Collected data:
++++++

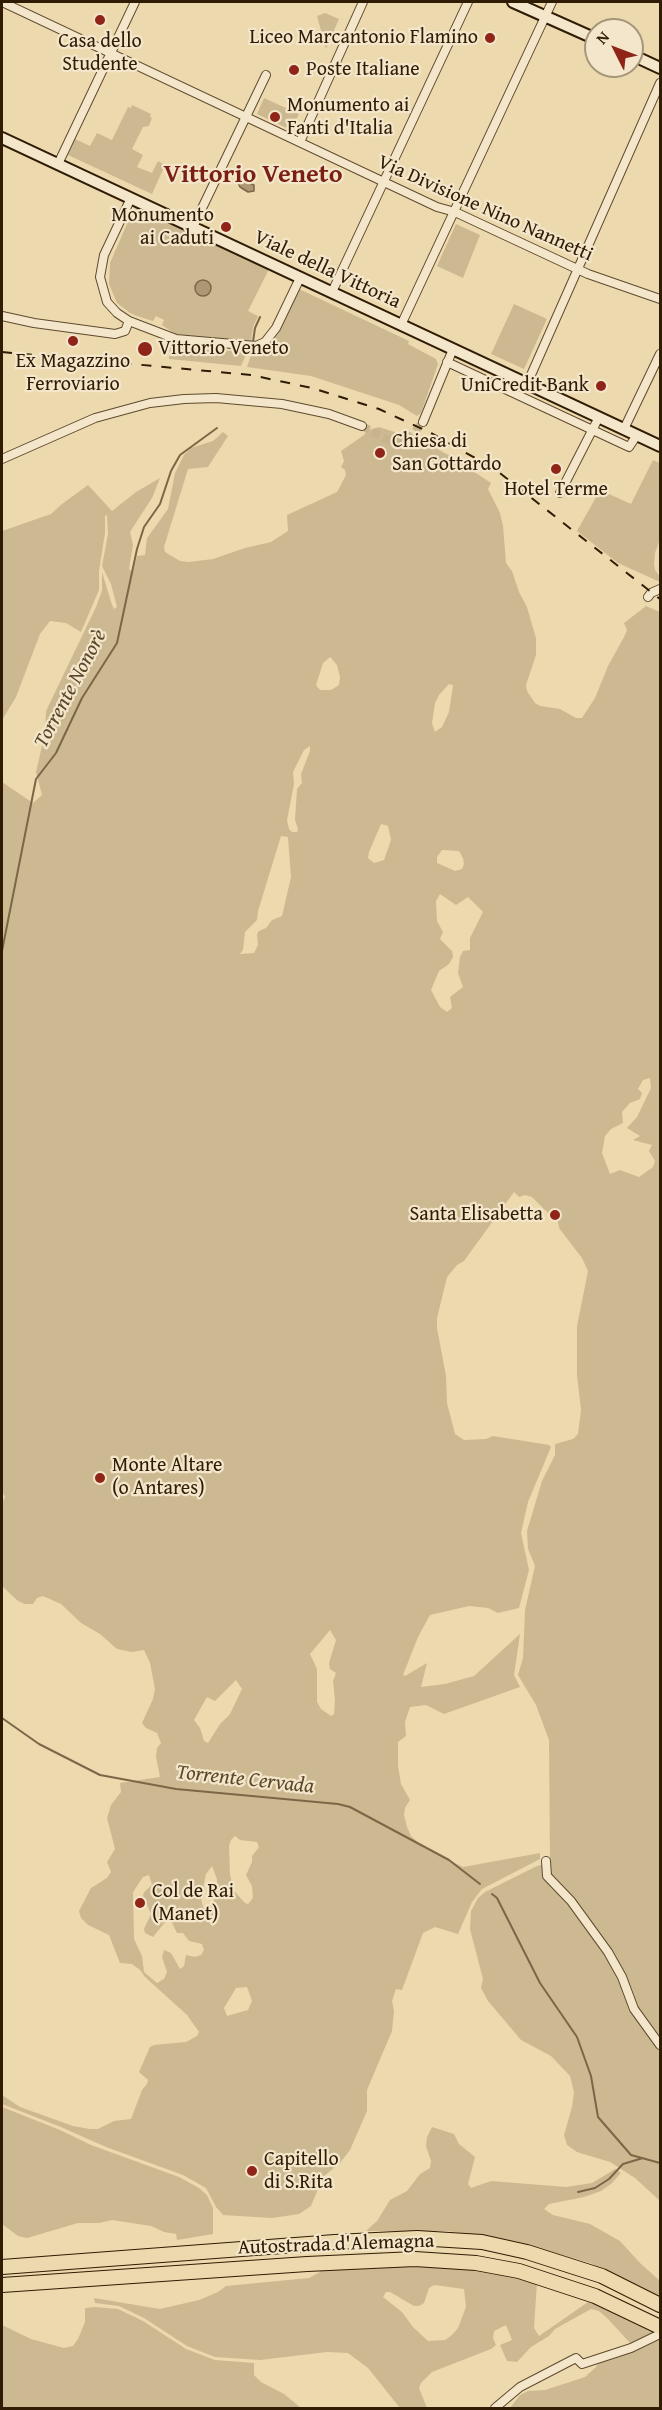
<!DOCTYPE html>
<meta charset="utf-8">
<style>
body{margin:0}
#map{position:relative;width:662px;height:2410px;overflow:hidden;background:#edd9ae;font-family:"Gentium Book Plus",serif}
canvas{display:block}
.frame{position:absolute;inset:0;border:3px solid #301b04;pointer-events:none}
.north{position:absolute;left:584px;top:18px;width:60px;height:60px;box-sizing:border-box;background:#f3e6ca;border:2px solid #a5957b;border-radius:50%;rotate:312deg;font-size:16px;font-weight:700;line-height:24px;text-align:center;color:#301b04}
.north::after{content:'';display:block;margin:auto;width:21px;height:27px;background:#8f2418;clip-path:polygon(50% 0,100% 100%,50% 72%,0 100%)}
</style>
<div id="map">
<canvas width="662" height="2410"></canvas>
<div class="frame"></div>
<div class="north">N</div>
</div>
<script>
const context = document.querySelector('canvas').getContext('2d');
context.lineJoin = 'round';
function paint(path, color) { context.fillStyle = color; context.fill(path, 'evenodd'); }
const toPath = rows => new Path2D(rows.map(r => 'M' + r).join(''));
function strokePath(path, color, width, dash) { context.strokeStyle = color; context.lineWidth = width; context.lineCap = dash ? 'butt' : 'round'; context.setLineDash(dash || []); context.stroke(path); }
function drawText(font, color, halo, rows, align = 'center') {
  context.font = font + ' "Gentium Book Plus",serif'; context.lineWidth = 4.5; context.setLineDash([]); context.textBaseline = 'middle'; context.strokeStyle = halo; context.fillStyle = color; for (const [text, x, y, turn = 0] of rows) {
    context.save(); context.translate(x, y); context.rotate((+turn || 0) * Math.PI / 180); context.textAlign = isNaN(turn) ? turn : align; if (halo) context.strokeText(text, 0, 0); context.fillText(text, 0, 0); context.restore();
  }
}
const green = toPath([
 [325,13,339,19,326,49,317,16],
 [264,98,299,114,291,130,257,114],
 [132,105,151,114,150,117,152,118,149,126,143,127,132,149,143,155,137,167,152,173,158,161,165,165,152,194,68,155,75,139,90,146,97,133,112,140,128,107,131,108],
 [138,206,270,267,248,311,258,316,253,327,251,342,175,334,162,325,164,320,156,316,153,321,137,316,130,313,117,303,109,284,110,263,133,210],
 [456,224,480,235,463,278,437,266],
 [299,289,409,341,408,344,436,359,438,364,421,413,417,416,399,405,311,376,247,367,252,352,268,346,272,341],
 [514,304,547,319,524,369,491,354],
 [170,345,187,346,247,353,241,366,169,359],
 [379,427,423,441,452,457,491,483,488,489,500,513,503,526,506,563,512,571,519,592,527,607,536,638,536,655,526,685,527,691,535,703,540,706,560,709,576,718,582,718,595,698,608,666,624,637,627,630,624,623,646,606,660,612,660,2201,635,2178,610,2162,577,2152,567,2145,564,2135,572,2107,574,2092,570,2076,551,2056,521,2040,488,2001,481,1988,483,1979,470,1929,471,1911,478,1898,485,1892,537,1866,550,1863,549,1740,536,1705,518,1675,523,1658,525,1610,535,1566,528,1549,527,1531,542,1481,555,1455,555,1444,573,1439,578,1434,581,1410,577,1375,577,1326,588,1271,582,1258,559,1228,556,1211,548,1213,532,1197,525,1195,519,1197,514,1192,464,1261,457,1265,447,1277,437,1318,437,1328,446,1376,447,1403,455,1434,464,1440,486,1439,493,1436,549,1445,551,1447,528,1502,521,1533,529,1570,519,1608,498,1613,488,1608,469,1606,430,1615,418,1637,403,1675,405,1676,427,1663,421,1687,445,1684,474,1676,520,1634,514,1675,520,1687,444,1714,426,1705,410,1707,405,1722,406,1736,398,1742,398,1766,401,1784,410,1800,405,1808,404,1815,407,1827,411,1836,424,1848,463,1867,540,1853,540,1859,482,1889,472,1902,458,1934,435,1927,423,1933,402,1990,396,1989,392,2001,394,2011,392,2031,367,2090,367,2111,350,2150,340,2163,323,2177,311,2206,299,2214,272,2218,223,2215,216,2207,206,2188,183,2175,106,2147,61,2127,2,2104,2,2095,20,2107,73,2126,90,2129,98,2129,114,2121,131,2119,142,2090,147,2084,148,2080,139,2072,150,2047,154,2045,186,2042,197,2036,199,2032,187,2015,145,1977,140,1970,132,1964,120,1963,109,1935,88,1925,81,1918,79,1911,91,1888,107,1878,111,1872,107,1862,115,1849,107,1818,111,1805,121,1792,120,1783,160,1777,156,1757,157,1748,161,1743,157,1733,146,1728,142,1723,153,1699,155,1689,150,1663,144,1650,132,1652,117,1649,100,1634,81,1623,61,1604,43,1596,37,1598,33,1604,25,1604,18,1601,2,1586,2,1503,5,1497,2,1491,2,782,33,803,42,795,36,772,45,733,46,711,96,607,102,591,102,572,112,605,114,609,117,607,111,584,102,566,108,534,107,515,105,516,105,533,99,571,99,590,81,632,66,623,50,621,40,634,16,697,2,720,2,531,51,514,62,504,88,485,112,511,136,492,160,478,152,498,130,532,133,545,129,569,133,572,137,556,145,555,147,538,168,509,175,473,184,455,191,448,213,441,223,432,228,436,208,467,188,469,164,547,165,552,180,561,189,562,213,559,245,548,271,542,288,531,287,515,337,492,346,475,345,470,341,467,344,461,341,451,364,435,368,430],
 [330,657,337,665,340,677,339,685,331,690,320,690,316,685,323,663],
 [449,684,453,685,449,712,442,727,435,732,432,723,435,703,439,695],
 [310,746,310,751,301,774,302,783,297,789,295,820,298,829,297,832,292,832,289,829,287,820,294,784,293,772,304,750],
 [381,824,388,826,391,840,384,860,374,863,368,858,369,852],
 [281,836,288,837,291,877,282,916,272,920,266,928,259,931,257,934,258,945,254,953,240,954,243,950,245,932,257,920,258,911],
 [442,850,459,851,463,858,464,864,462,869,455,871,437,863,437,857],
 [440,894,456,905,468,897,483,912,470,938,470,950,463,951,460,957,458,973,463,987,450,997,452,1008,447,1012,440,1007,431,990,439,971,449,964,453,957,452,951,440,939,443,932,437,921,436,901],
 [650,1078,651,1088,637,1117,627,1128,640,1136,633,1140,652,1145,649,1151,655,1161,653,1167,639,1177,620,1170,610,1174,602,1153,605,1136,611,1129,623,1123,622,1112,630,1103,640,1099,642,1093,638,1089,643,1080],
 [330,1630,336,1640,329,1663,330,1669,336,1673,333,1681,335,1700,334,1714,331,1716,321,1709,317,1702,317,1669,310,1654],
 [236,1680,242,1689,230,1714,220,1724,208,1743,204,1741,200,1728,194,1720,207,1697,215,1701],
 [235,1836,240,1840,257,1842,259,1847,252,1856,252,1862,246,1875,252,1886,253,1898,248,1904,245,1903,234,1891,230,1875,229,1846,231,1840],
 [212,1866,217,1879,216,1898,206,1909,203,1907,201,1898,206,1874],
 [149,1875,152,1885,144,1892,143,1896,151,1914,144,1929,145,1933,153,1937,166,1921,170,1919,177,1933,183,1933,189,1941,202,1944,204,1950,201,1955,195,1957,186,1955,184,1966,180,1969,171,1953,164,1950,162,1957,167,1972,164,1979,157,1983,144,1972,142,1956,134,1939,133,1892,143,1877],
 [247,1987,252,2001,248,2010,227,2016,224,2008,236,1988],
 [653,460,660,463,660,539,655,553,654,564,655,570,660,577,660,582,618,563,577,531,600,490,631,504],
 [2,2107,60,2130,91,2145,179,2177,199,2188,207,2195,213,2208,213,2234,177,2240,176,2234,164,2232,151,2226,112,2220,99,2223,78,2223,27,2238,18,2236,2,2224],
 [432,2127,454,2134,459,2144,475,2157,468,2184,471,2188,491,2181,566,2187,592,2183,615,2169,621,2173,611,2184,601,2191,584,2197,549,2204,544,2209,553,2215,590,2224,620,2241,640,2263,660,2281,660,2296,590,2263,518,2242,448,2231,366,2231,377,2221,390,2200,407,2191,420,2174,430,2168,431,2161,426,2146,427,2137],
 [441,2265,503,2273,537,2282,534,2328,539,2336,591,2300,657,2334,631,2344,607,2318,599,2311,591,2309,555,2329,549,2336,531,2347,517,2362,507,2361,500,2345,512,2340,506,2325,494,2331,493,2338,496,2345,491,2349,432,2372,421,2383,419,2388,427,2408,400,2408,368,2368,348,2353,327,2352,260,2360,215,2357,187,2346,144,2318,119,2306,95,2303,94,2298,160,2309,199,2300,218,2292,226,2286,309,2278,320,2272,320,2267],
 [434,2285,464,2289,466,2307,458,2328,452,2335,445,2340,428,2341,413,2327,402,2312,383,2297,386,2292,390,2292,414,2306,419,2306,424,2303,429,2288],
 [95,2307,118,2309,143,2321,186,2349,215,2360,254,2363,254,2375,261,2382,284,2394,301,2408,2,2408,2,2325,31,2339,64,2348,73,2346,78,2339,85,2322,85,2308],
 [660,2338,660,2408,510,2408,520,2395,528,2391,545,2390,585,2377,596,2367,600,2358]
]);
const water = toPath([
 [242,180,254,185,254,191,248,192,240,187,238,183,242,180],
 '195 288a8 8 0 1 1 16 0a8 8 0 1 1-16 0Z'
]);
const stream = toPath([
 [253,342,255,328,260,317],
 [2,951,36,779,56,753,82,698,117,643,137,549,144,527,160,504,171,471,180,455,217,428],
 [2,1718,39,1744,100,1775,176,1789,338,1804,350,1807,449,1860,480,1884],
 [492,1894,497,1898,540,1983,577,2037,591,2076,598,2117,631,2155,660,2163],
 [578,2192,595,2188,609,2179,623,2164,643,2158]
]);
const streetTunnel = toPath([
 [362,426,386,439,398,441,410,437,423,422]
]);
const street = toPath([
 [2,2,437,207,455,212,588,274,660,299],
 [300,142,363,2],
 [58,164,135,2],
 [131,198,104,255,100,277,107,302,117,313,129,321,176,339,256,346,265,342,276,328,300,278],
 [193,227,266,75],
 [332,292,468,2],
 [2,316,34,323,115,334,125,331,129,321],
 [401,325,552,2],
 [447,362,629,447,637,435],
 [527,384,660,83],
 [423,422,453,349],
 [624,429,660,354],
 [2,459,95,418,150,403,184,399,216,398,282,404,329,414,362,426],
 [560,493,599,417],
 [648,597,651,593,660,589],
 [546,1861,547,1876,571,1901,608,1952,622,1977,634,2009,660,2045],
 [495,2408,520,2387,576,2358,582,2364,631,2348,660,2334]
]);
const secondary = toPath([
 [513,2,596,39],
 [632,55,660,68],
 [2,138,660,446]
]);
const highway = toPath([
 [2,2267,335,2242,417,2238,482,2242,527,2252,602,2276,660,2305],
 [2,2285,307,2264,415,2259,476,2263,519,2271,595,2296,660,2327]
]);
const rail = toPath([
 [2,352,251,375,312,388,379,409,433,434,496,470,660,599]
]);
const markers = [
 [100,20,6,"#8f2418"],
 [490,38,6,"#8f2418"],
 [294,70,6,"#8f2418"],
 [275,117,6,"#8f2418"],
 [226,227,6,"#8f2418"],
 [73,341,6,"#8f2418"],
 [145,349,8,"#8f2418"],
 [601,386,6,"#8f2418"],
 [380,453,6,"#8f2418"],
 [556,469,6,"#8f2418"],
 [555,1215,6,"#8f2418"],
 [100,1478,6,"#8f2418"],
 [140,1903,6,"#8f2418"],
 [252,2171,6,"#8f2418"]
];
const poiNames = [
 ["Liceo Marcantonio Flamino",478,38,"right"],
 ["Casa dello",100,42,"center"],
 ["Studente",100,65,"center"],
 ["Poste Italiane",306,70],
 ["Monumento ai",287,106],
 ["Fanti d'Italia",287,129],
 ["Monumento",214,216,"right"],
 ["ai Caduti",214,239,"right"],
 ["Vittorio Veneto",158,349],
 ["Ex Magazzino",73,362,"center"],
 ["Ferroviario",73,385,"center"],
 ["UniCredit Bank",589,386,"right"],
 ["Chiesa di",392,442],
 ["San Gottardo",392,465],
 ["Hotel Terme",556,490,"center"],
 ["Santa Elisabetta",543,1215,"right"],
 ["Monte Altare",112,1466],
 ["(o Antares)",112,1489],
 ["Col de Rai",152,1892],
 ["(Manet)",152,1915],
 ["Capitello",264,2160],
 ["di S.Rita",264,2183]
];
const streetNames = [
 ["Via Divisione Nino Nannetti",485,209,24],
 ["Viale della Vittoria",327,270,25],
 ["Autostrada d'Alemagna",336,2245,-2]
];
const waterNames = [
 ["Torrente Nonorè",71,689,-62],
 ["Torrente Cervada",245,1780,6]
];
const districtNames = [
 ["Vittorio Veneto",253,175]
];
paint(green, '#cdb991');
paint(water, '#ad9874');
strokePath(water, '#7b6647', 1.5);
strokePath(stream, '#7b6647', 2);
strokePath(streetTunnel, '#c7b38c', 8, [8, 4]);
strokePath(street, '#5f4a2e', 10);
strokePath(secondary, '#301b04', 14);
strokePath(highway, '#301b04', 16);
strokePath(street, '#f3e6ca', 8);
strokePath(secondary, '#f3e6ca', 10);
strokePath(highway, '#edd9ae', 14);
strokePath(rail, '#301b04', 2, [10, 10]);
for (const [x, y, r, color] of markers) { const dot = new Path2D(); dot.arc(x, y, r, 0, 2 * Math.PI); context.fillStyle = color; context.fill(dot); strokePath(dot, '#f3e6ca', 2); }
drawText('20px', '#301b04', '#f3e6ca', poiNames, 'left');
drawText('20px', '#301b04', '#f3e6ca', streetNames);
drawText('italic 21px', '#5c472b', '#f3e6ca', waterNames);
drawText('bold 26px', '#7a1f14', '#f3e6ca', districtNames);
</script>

++++++

EXERCISE: Your answer must be a single number: how many lines of the records contain the word "turn".

EXPECTED ANSWER: 2